PeterJ Posted January 30, 2012 Posted January 30, 2012 Surely we should talk about an illusion, not a simulation. A simulation of what? The 'glitches' mostly occur in metaphysics, where all the problems associated with assuming the world is real emerge to befuddle us.
Edtharan Posted January 30, 2012 Posted January 30, 2012 What if it's just a really good simulation, such that all possible states that obey the rules are within the specs of the hardware? What if the glitches are actually just limitations of the universe? I often think quantum physics is a bit like an artefact of the universe being programmed in Haskell (with lazy evaluation) and some functions have side-effects that the author didn't think of, but taking it seriously isn't really productive. The mathematics of our universe would still have to conform to the mathematics of the universe where the simulation is taking place. This means that there would be maths problems that exist, but that could not exist in our simulation. This would be one of the glitches, and thus revealing that we are in a simulation.
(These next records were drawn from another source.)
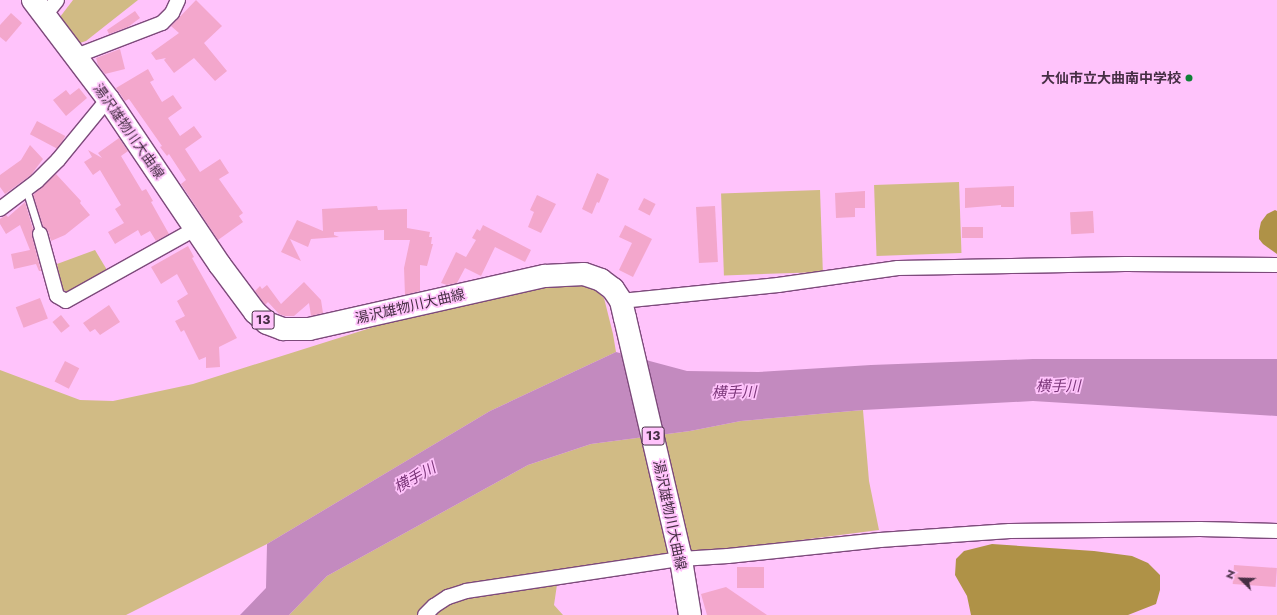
<!DOCTYPE html>
<html>
<head>
<meta charset="utf-8">
<style>
  body { margin:0 }
  #map { position:relative; width:1277px; height:615px; overflow:hidden; background:#ffc3fb; font-family:Jost,"Noto Sans JP",sans-serif }
  div>[style] { position:absolute }
  .green>* { inset:0; background:#d1bb85; transform-origin:0 0 }
  .forest>* { inset:0; background:#af9247 }
  .water>* { inset:0; background:#c38abf }
  .building>* { inset:0; background:#f3a7cc; transform-origin:0 0 }
  .roads { filter:drop-shadow(1px 0 #7d4a7b) drop-shadow(-1px 0 #7d4a7b) drop-shadow(0 1px #7d4a7b) drop-shadow(0 -1px #7d4a7b) }
  .service>* { height:7px; margin:-3.5px; padding:0 3.5px; transform-origin:3.5px; border-radius:3.5px; background:#fff }
  .minor>* { height:14px; margin:-7px; padding:0 7px; transform-origin:7px; border-radius:7px; background:#fff }
  .primary>* { height:22px; margin:-11px; padding:0 11px; transform-origin:11px; border-radius:11px; background:#fff }
  .dots>* { width:11px; height:11px; translate:-50% -50%; box-sizing:border-box; border:2px solid #ffc3fb; border-radius:50% }
  span { translate:-50% -50%; white-space:nowrap; text-align:center; line-height:1.15; -webkit-text-stroke:3.5px #ffc3fb; paint-order:stroke }
  .shield-label span { padding:1px 3px; background:#ffc3fb; border:1px solid; border-radius:3px; -webkit-text-stroke-width:0 }
  .shield-label { font-size:13px; color:#462e44; font-weight:700 }
  .poi-label { font-size:14px; color:#462e44; font-weight:700 }
  .right { translate:-100% -50%; text-align:right }
  .street-label { font-size:14px; color:#462e44 }
  .water-label { font-size:15px; color:#7c377a; font-style:italic }
  .north { position:absolute; left:1221px; top:559px; width:40px; height:40px; -webkit-text-stroke:3px #ffc3fb; paint-order:stroke; rotate:293deg; font-size:11px; font-weight:700; line-height:16px; text-align:center; color:#462e44 }
  .north::after { content:''; display:block; margin:auto; width:14px; height:18px; background:#462e44; clip-path:polygon(50% 0,100% 100%,50% 72%,0 100%) }
</style>
</head>
<body>
<div id="map">
  <div class="green">
    <div style="clip-path:polygon(73px 0,138px 0,86px 41px,77px 44px,60px 17px)"></div>
    <div style="left:959px;top:182px;width:71px;height:85px;rotate:88deg"></div>
    <div style="left:820px;top:190px;width:82px;height:99px;rotate:88deg"></div>
    <div style="clip-path:polygon(95px 250px,107px 270px,72px 291px,69px 292px,63px 290px,57px 264px)"></div>
    <div style="clip-path:polygon(589px 284px,604px 298px,613px 334px,616px 352px,490px 411px,267px 544px,126px 615px,0 615px,0 370px,80px 400px,113px 401px,193px 384px,399px 319px,554px 285px)"></div>
    <div style="clip-path:polygon(863px 410px,869px 481px,879px 530px,559px 571px,554px 605px,563px 615px,289px 615px,327px 576px,528px 465px,591px 444px,690px 431px,741px 421px)"></div>
  </div>
  <div class="forest">
    <div style="clip-path:polygon(1275px 210px,1277px 211px,1277px 254px,1263px 244px,1259px 239px,1259px 231px,1261px 222px,1267px 214px)"></div>
    <div style="clip-path:polygon(992px 544px,1094px 551px,1132px 556px,1148px 563px,1160px 575px,1160px 590px,1156px 604px,1128px 615px,971px 615px,967px 596px,955px 575px,956px 559px,964px 551px)"></div>
  </div>
  <div class="water">
    <div style="clip-path:polygon(616px 352px,687px 371px,758px 372px,871px 365px,1033px 359px,1277px 359px,1277px 416px,1033px 401px,863px 410px,741px 421px,690px 431px,591px 444px,528px 465px,327px 576px,289px 615px,240px 615px,266px 588px,267px 544px,490px 411px)"></div>
  </div>
  <div class="building">
    <div style="clip-path:polygon(196px 0,222px 26px,204px 43px,227px 71px,215px 81px,194px 58px,174px 73px,164px 60px,166px 58px,156px 60px,151px 53px,179px 33px,171px 26px)"></div>
    <div style="clip-path:polygon(135px 11px,140px 18px,128px 27px,109px 34px,107px 30px)"></div>
    <div style="clip-path:polygon(11px 13px,22px 23px,6px 42px,0 37px,0 25px)"></div>
    <div style="clip-path:polygon(120px 49px,125px 69px,105px 74px,98px 65px,96px 58px)"></div>
    <div style="clip-path:polygon(148px 69px,154px 80px,150px 82px,162px 102px,173px 95px,182px 108px,168px 118px,180px 136px,194px 126px,202px 137px,185px 149px,200px 172px,220px 159px,229px 173px,219px 179px,243px 213px,239px 216px,243px 222px,218px 240px,181px 184px,186px 180px,169px 154px,167px 156px,160px 147px,162px 146px,129px 99px,125px 101px,116px 88px)"></div>
    <div style="clip-path:polygon(79px 88px,87px 98px,66px 116px,53px 100px,66px 90px,70px 95px)"></div>
    <div style="left:37px;top:121px;width:32px;height:15px;rotate:28deg"></div>
    <div style="clip-path:polygon(119px 138px,128px 151px,121px 156px,142px 191px,146px 189px,153px 201px,151px 202px,169px 234px,156px 241px,150px 231px,141px 236px,138px 230px,115px 244px,108px 232px,124px 223px,115px 209px,121px 205px,100px 170px,93px 175px,84px 162px,92px 157px,88px 150px,102px 158px,98px 153px)"></div>
    <div style="clip-path:polygon(30px 145px,43px 159px,31px 175px,5px 194px,0 187px,0 175px,21px 160px)"></div>
    <div style="clip-path:polygon(597px 173px,609px 179px,599px 203px,597px 202px,592px 214px,582px 209px)"></div>
    <div style="clip-path:polygon(56px 174px,81px 201px,80px 203px,90px 215px,65px 235px,51px 241px,48px 231px,43px 226px,33px 195px)"></div>
    <div style="clip-path:polygon(1014px 186px,1014px 207px,1001px 207px,1001px 205px,965px 208px,965px 188px)"></div>
    <div style="clip-path:polygon(865px 191px,865px 208px,855px 208px,855px 217px,836px 218px,835px 193px)"></div>
    <div style="clip-path:polygon(537px 195px,556px 204px,541px 233px,528px 227px,534px 212px,530px 210px)"></div>
    <div style="left:644px;top:198px;width:13px;height:13px;rotate:27deg"></div>
    <div style="clip-path:polygon(25px 202px,33px 229px,32px 236px,41px 271px,39px 271px,36px 264px,14px 269px,11px 254px,30px 250px,20px 225px,6px 234px,0 224px,0 219px,6px 215px,8px 217px)"></div>
    <div style="clip-path:polygon(377px 206px,378px 210px,407px 209px,407px 228px,430px 232px,429px 237px,432px 237px,431px 244px,433px 244px,427px 266px,420px 265px,420px 291px,405px 295px,404px 268px,410px 240px,384px 240px,384px 230px,334px 232px,334px 235px,339px 237px,311px 239px,308px 247px,290px 239px,301px 261px,281px 252px,297px 220px,323px 231px,322px 209px)"></div>
    <div style="left:715px;top:206px;width:56px;height:19px;rotate:87deg"></div>
    <div style="left:1093px;top:211px;width:22px;height:23px;rotate:87deg"></div>
    <div style="clip-path:polygon(483px 225px,531px 250px,525px 262px,495px 247px,481px 276px,465px 268px,457px 283px,447px 285px,441px 283px,456px 252px,466px 257px,476px 240px,472px 238px,477px 229px,480px 231px)"></div>
    <div style="clip-path:polygon(625px 225px,652px 239px,633px 277px,619px 270px,632px 243px,619px 237px)"></div>
    <div style="left:962px;top:227px;width:21px;height:11px"></div>
    <div style="clip-path:polygon(188px 246px,194px 257px,192px 258px,237px 338px,219px 347px,220px 367px,206px 368px,206px 357px,199px 360px,184px 330px,181px 332px,175px 321px,185px 316px,177px 301px,188px 294px,177px 274px,161px 284px,151px 267px)"></div>
    <div style="clip-path:polygon(304px 282px,321px 300px,323px 313px,311px 316px,309px 303px,294px 316px,285px 316px,279px 314px,268px 302px,265px 305px,255px 291px,260px 286px,262px 289px,267px 285px,281px 304px)"></div>
    <div style="left:40px;top:298px;width:22px;height:26px;rotate:69deg"></div>
    <div style="clip-path:polygon(109px 305px,120px 322px,100px 335px,95px 329px,90px 332px,83px 323px)"></div>
    <div style="left:61px;top:315px;width:14px;height:11px;rotate:51deg"></div>
    <div style="left:65px;top:361px;width:16px;height:23px;rotate:27deg"></div>
    <div style="left:1234px;top:565px;width:43px;height:19px;rotate:4deg"></div>
    <div style="left:737px;top:567px;width:27px;height:21px"></div>
    <div style="clip-path:polygon(726px 587px,767px 615px,707px 615px,701px 594px)"></div>
  </div>
  <div class="roads">
    <div class="service">
      <div style="left:26px;top:189px;width:47px;rotate:72.7deg"></div>
    </div>
    <div class="minor">
      <div style="left:45px;top:15px;width:19px;rotate:-51deg"></div>
      <div style="left:76px;top:56px;width:92px;rotate:-21deg"></div>
      <div style="left:162px;top:23px;width:14px;rotate:-45deg"></div>
      <div style="left:172px;top:13px;width:14px;rotate:-65deg"></div>
      <div style="left:0;top:209px;width:46px;rotate:-37.1deg"></div>
      <div style="left:37px;top:181px;width:30px;rotate:-45deg"></div>
      <div style="left:58px;top:160px;width:79px;rotate:-50.7deg"></div>
      <div style="left:40px;top:234px;width:64px;rotate:74.7deg"></div>
      <div style="left:57px;top:296px;width:10px;rotate:29deg"></div>
      <div style="left:66px;top:301px;width:148px;rotate:-29.2deg"></div>
      <div style="left:621px;top:301px;width:158px;rotate:-5.8deg"></div>
      <div style="left:778px;top:285px;width:121px;rotate:-8.1deg"></div>
      <div style="left:898px;top:268px;width:229px;rotate:-1deg"></div>
      <div style="left:1127px;top:264px;width:150px;rotate:0.4deg"></div>
      <div style="left:425px;top:615px;width:13px;rotate:-45deg"></div>
      <div style="left:434px;top:606px;width:17px;rotate:-33deg"></div>
      <div style="left:448px;top:597px;width:19px;rotate:-18deg"></div>
      <div style="left:466px;top:591px;width:217px;rotate:-8.5deg"></div>
      <div style="left:681px;top:559px;width:47px;rotate:-3.7deg"></div>
      <div style="left:728px;top:556px;width:153px;rotate:-6deg"></div>
      <div style="left:880px;top:540px;width:130px;rotate:-4deg"></div>
      <div style="left:1010px;top:531px;width:190px;rotate:-0.6deg"></div>
      <div style="left:1200px;top:529px;width:77px;rotate:1.5deg"></div>
    </div>
    <div class="primary">
      <div style="left:33px;top:0;width:124px;rotate:52.9deg"></div>
      <div style="left:108px;top:99px;width:200px;rotate:56deg"></div>
      <div style="left:220px;top:265px;width:59px;rotate:53.3deg"></div>
      <div style="left:255px;top:312px;width:16px;rotate:43deg"></div>
      <div style="left:267px;top:323px;width:17px;rotate:21deg"></div>
      <div style="left:283px;top:329px;width:26px"></div>
      <div style="left:309px;top:329px;width:242px;rotate:-12.7deg"></div>
      <div style="left:545px;top:276px;width:39px;rotate:-3deg"></div>
      <div style="left:584px;top:274px;width:18px;rotate:19deg"></div>
      <div style="left:601px;top:280px;width:15px;rotate:37deg"></div>
      <div style="left:613px;top:289px;width:14px;rotate:56deg"></div>
      <div style="left:621px;top:301px;width:17px;rotate:77deg"></div>
      <div style="left:625px;top:318px;width:242px;rotate:76.9deg"></div>
      <div style="left:680px;top:554px;width:62px;rotate:80.7deg"></div>
    </div>
  </div>
  <div class="dots">
    <div style="left:1189px;top:78px;background:#0f8036"></div>
  </div>
  <div class="shield-label">
    <span style="left:263px;top:320px">13</span>
    <span style="left:653px;top:436px">13</span>
  </div>
  <div class="poi-label">
    <span class="right" style="left:1181px;top:78px">大仙市立大曲南中学校</span>
  </div>
  <div class="street-label">
    <span style="left:129px;top:131px;rotate:55deg">湯沢雄物川大曲線</span>
    <span style="left:410px;top:306px;rotate:-13deg">湯沢雄物川大曲線</span>
    <span style="left:670px;top:515px;rotate:78deg">湯沢雄物川大曲線</span>
  </div>
  <div class="water-label">
    <span style="left:1058px;top:387px">横手川</span>
    <span style="left:734px;top:393px;rotate:-1deg">横手川</span>
    <span style="left:415px;top:478px;rotate:-29deg">横手川</span>
  </div>
  <div class="north">N</div>
</div>
</body>
</html>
Schrödinger's hat Posted January 31, 2012 Posted January 31, 2012 The mathematics of our universe would still have to conform to the mathematics of the universe where the simulation is taking place. This means that there would be maths problems that exist, but that could not exist in our simulation. This would be one of the glitches, and thus revealing that we are in a simulation. I don't quite follow. You're saying there could be mathematical objects for which there would be no real world representation? Depending on your definition of representation, we already have those.